Data items
|---|

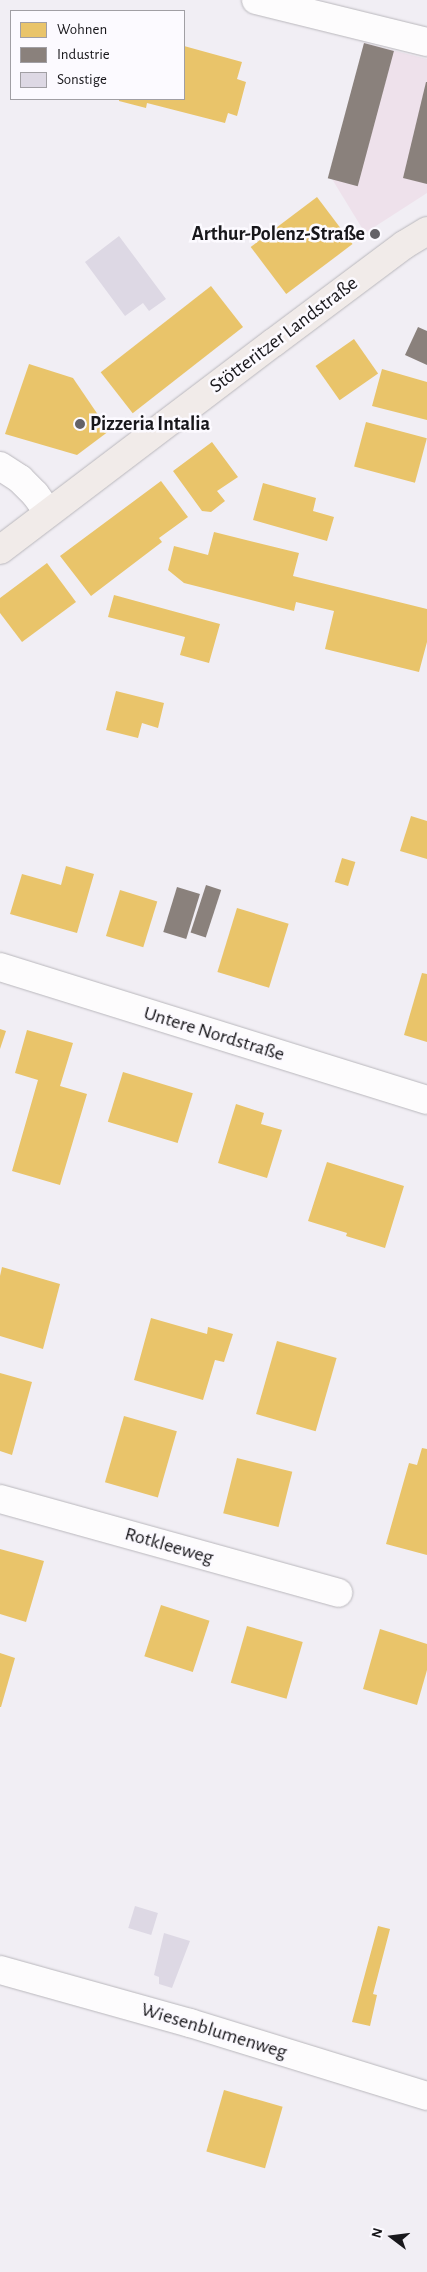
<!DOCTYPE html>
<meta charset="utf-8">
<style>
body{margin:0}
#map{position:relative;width:427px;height:2272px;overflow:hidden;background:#f1eef4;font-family:"Alegreya Sans",sans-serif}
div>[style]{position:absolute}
.industrial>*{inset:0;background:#eee1eb}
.homes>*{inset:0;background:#e9c46a;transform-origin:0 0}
.industry>*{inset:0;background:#8a817c;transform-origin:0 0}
.building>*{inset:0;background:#ddd8e4;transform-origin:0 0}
.roads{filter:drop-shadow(0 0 1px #b9b7bc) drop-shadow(0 0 1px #b9b7bc)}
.minor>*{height:28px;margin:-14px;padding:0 14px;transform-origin:14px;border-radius:14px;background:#fdfcfd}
.major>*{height:28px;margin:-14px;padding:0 14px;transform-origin:14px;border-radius:14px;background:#f1ebe9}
.dots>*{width:14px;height:14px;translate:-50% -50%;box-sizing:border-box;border:2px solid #fcfaff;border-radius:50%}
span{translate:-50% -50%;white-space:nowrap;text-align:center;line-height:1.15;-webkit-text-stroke:5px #fcfaff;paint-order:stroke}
.poi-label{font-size:20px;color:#18171b;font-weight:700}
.right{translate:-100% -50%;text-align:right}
.left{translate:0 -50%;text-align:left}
.street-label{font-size:20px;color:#18171b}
.legend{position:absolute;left:10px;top:10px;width:175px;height:90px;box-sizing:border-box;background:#fcfaff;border:1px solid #a19fa4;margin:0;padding:6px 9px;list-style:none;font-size:15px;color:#18171b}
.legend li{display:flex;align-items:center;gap:10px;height:25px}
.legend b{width:25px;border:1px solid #a19fa4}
.north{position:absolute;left:367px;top:2212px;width:50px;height:50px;-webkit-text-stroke:4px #fcfaff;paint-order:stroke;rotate:285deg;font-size:14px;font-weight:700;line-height:20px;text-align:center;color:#18171b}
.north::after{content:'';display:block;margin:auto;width:18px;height:22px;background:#18171b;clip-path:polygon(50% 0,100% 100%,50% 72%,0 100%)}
</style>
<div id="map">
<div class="industrial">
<i style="clip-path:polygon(364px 43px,427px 59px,427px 193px,365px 233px,332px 179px)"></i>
</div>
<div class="homes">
<i style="clip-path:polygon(184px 46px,242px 62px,237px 79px,246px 82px,237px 116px,228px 113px,225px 123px,147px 103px,146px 108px,119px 101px,119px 99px,184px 99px)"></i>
<i style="left:317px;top:197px;width:59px;height:83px;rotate:53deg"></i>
<i style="left:211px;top:286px;width:52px;height:140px;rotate:52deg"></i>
<i style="left:354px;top:339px;width:42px;height:47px;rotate:55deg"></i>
<i style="clip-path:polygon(29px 364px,73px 378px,109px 431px,77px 455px,5px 434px)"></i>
<i style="clip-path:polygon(382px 369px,427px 382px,427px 420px,372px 406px)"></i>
<i style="left:366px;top:422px;width:63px;height:46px;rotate:15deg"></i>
<i style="clip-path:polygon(212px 442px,238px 477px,217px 491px,225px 501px,211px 512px,202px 511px,173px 471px)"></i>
<i style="clip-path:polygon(161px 481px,188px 517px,159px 538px,162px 542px,91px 596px,60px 556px)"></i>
<i style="clip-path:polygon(263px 483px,316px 498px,313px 511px,334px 517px,327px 541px,253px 520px)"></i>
<i style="clip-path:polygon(214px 532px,299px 553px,293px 576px,427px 609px,427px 642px,419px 672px,325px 649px,334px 611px,296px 602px,294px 611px,255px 601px,184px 583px,168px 570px,174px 546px,208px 555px)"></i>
<i style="clip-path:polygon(47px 563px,76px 602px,22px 642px,0 613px,0 598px)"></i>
<i style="clip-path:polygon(114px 595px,220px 624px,209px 663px,180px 655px,185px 637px,108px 617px)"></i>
<i style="clip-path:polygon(116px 691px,164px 703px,158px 728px,142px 723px,138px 738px,106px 730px)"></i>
<i style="clip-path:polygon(411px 816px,427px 821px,427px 859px,400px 851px)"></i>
<i style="left:342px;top:858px;width:14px;height:25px;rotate:17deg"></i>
<i style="clip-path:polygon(66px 866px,94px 874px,77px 933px,10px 914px,22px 874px,61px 885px)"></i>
<i style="left:120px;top:890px;width:39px;height:48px;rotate:17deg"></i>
<i style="left:237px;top:908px;width:54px;height:67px;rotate:17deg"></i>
<i style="clip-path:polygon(422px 973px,427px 974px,427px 1042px,404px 1035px)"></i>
<i style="clip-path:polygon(0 1029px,6px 1031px,0 1049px)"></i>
<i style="clip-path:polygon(27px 1030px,73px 1043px,60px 1086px,87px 1094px,60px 1185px,12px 1171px,38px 1080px,15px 1073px)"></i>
<i style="left:123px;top:1072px;width:73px;height:52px;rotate:17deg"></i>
<i style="clip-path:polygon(236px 1104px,264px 1113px,261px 1124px,282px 1130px,267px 1178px,218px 1163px)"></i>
<i style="clip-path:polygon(327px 1162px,404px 1186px,385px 1248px,346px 1236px,347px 1233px,308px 1221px)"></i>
<i style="clip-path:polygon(2px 1267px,60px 1284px,43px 1349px,0 1336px,0 1276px)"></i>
<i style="clip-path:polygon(151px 1318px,207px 1334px,208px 1327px,233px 1334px,224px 1362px,215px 1360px,203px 1400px,134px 1380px)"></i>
<i style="left:277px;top:1341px;width:62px;height:76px;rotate:16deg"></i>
<i style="clip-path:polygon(0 1373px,32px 1382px,12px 1455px,0 1451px)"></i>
<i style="left:124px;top:1416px;width:55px;height:69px;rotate:16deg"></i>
<i style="clip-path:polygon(422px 1448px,427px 1449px,427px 1555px,386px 1544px,409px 1463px,417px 1465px)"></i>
<i style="left:237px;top:1458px;width:57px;height:57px;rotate:14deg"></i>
<i style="clip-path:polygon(0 1549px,44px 1561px,26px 1622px,0 1614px)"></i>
<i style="left:161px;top:1605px;width:51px;height:54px;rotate:18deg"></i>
<i style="left:247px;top:1626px;width:58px;height:59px;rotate:16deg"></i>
<i style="clip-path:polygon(380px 1629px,427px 1644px,427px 1670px,417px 1705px,363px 1689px)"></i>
<i style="clip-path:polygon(0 1653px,15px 1658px,1px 1707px,0 1707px)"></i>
<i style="clip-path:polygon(378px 1926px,390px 1929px,373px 1994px,377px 1995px,370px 2026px,352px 2022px)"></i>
<i style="left:224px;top:2090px;width:61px;height:64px;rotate:16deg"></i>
</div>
<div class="industry">
<i style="left:364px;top:43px;width:31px;height:140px;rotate:15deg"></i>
<i style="clip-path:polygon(426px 82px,427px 82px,427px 184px,403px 178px)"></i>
<i style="clip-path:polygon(418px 327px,427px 331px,427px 365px,405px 355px)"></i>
<i style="left:206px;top:885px;width:16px;height:50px;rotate:18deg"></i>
<i style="left:177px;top:887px;width:24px;height:47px;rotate:17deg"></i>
</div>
<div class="building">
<i style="clip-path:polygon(119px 236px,166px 299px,149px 311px,143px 303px,125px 316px,85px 262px)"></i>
<i style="left:135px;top:1906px;width:24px;height:23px;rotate:17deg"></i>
<i style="clip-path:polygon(164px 1933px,190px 1941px,172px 1988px,159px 1984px,159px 1977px,154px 1975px)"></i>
</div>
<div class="roads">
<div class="minor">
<i style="left:256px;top:0;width:176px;rotate:13.8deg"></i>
<i style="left:0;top:466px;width:24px;rotate:33deg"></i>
<i style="left:20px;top:479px;width:21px;rotate:45deg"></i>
<i style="left:35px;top:494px;width:22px;rotate:54deg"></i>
<i style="left:0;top:967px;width:447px;rotate:17.3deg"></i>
<i style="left:0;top:1499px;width:351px;rotate:15.5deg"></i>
<i style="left:0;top:1970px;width:197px;rotate:15.6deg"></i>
<i style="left:190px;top:2023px;width:248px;rotate:17.1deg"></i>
</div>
<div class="major">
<i style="left:0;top:550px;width:343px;rotate:-37.2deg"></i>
<i style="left:273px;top:343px;width:164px;rotate:-36.8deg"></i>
<i style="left:404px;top:245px;width:27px;rotate:-31deg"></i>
</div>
</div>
<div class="dots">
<i style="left:375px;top:234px;background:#646267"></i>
<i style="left:80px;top:424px;background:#646267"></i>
</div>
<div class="poi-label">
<span class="right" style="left:365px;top:234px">Arthur-Polenz-Straße</span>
<span class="left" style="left:90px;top:424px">Pizzeria Intalia</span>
</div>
<div class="street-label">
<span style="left:284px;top:335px;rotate:-37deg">Stötteritzer Landstraße</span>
<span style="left:214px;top:1034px;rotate:17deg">Untere Nordstraße</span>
<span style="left:169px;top:1546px;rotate:16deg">Rotkleeweg</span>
<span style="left:214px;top:2031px;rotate:17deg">Wiesenblumenweg</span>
</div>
<ul class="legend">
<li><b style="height:14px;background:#e9c46a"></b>Wohnen</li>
<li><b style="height:14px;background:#8a817c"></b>Industrie</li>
<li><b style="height:14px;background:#ddd8e4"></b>Sonstige</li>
</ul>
<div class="north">N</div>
</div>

|---|

◆ Task directions
Your task is to restate word for word the lines from the top of the data to the line containing "1px #b9b7bc) drop-shadow(0", both ends included, with every picture left out.

◆ Output of the task
<!DOCTYPE html>
<meta charset="utf-8">
<style>
body{margin:0}
#map{position:relative;width:427px;height:2272px;overflow:hidden;background:#f1eef4;font-family:"Alegreya Sans",sans-serif}
div>[style]{position:absolute}
.industrial>*{inset:0;background:#eee1eb}
.homes>*{inset:0;background:#e9c46a;transform-origin:0 0}
.industry>*{inset:0;background:#8a817c;transform-origin:0 0}
.building>*{inset:0;background:#ddd8e4;transform-origin:0 0}
.roads{filter:drop-shadow(0 0 1px #b9b7bc) drop-shadow(0 0 1px #b9b7bc)}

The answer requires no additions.